A more subtle case is when the new binary returns errors on a relatively small fraction of queries – say, a user setting change request, or only for users whose name contains an apostrophe for good or bad reasons. With this failure mode, the problem may only become manifest in your overall monitoring once the majority of your service instances are upgraded. For this reason, it can be useful to have error and latency summaries for your service instance broken down by binary release version.

Rollbacks
Before you plan to roll out a new binary or image to your service, you should ask yourself, “What will I do if I discover a catastrophic / debilitating / annoying bug in this release?” Not because it might happen, but because sooner or later it is going to happen and it is better to have a well-thought out plan in place instead of trying to make one up when your service is on fire.

The temptation for many bugs, particularly if they are not show-stoppers, is to build a quick patch and then “roll forward,” i.e., make a new release that consists of the original release plus the minimal code change necessary to fix the bug (a “cherry-pick” of the fix). We don’t generally recommend this though, especially if the bug in question is user-visible or causing significant problems internally (e.g., doubling the resource cost of queries).

What’s wrong with rolling forward? Put yourself in the shoes of the software developer: your manager is bouncing up and down next to your desk, blood pressure visibly climbing, demanding to know when your fix is going to be released because she has your company’s product director bending her ear about all the negative user feedback he’s getting. You’re coding the fix as fast as humanly possible, because for every minute it’s down another thousand users will see errors in the service. Under this kind of pressure, coding, testing or deployment mistakes are almost inevitable.

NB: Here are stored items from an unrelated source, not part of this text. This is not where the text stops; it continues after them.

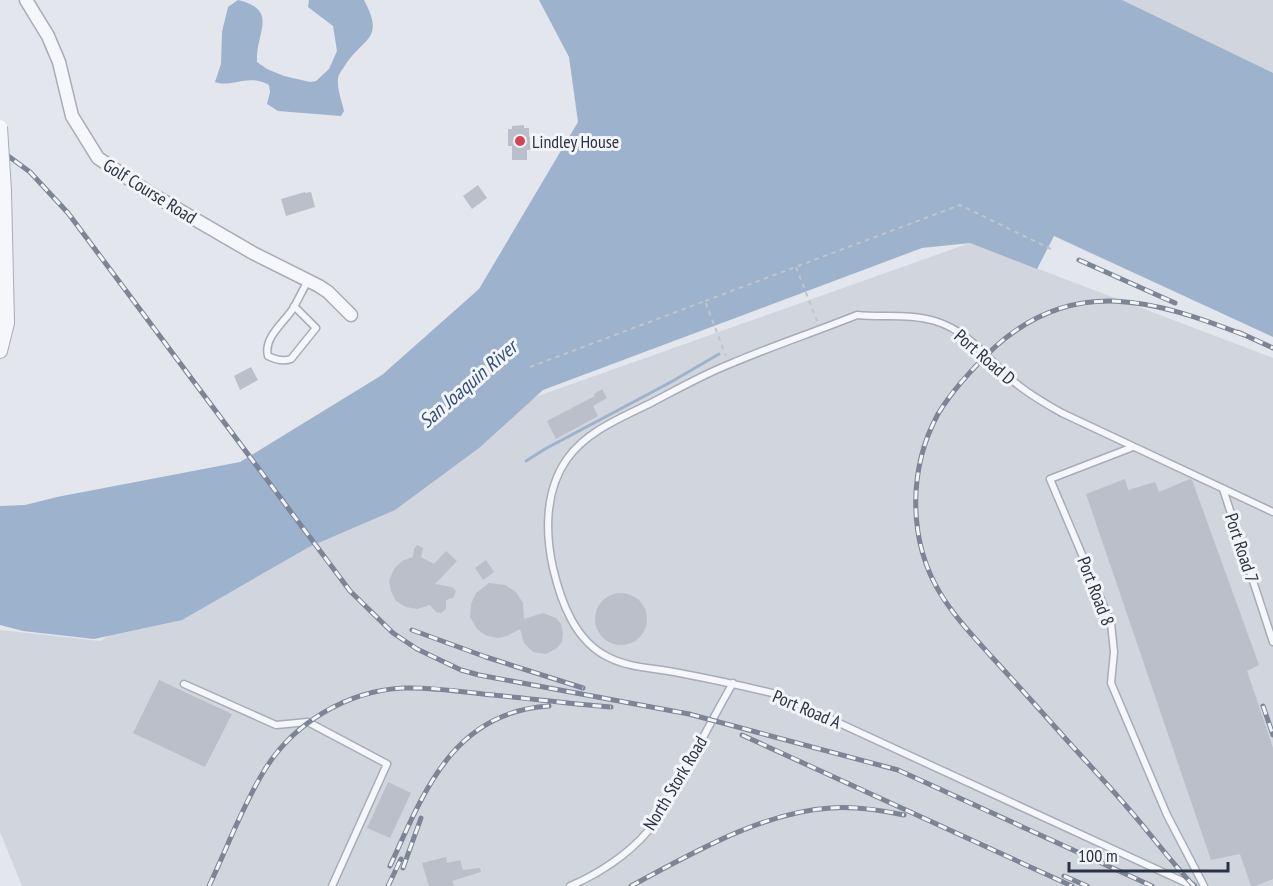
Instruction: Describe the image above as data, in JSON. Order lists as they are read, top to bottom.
{
  "streets": {
    "street": ["Golf Course Road"],
    "lane": [
      "Port Road D",
      "Port Road 7",
      "Port Road 8",
      "Port Road A",
      "North Stork Road"
    ]
  },
  "crossings": [
    ["Port Road D", "Port Road 7"],
    ["Port Road D", "Port Road 8"],
    ["Port Road D", "Port Road A"],
    ["Port Road A", "North Stork Road"]
  ],
  "water": ["San Joaquin River"],
  "places": ["Lindley House"],
  "scale_bar": "100 m"
}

We have seen this at Google any number of times, where a hastily deployed roll-forward fix either fails to fix the original problem, or indeed makes things worse. Even if it fixes the problem it may then uncover other latent bugs in the system; you’re taking yourself further from a known-good state, into the wilds of a release that hasn’t been subject to the regular strenuous QA testing.

At Google, our philosophy is that “rollbacks are normal.” When an error is found or reasonably suspected in a new release, the releasing team rolls back first and investigates the problem second. A request for a rollback is not interpreted as an attack on the releasing team, or even the person who wrote the code containing the bug; rather, it is understood as The Right Thing To Do to make the system as reliable as possible for the user. No-one will ask “why did you roll back this change?” as long as the rollback changelist describes the problem that was seen.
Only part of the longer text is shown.